Hundreds of Dronfield people wore their poppies with pride - and in bright sunshine - at the annual Remembrance Day service, this morning.
The event in the Derbyshire town, just a few miles south of Sheffield, was typical of the hundreds of similar ones across the UK as the nation commemorated the centenary of the outbreak of the First World War and 70 years since the D-Day landings.
After a speech from Reverend Peter Bold, wreathes were laid.
There was a delay before the procession started after an elderly man was taken ill on the road side.

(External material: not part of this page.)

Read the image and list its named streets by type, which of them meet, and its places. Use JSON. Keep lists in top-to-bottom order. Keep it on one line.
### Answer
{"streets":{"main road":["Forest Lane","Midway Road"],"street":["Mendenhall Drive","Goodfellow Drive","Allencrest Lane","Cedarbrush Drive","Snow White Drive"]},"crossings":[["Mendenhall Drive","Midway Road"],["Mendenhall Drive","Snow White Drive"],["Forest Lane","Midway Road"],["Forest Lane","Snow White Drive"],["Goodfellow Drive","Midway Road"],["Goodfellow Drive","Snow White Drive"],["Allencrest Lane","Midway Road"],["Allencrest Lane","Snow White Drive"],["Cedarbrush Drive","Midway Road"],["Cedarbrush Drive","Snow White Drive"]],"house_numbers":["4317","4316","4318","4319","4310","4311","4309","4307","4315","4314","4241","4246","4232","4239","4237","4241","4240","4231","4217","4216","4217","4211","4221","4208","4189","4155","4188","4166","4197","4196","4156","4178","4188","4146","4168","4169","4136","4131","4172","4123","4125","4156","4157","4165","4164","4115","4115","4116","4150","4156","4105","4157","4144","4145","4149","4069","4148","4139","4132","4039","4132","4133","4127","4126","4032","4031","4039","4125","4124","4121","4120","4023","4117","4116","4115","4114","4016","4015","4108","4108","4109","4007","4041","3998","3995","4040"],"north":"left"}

He was ambulanced to hospital.
This year’s event was even more poignant as it also marked the end of Britain’s conflict in Afghanistan.
Nationally, the Queen led commemorations later to honour members of the armed forces killed in conflict.
She was joined by political leaders and veterans for a ceremony at the Cenotaph in London - the focal point of the UK’s Remembrance Sunday services.
Prime Minister David Cameron said: “Today we stand united to remember the courageous men and women who have served our country, defended our freedoms and kept us safe.
“We remember all those who have fallen and those who have risked their lives to protect us.
“We owe each and every member of our armed forces and the families who support them a tremendous debt - one that can never be repaid - and I pay huge tribute to their bravery and resolve.”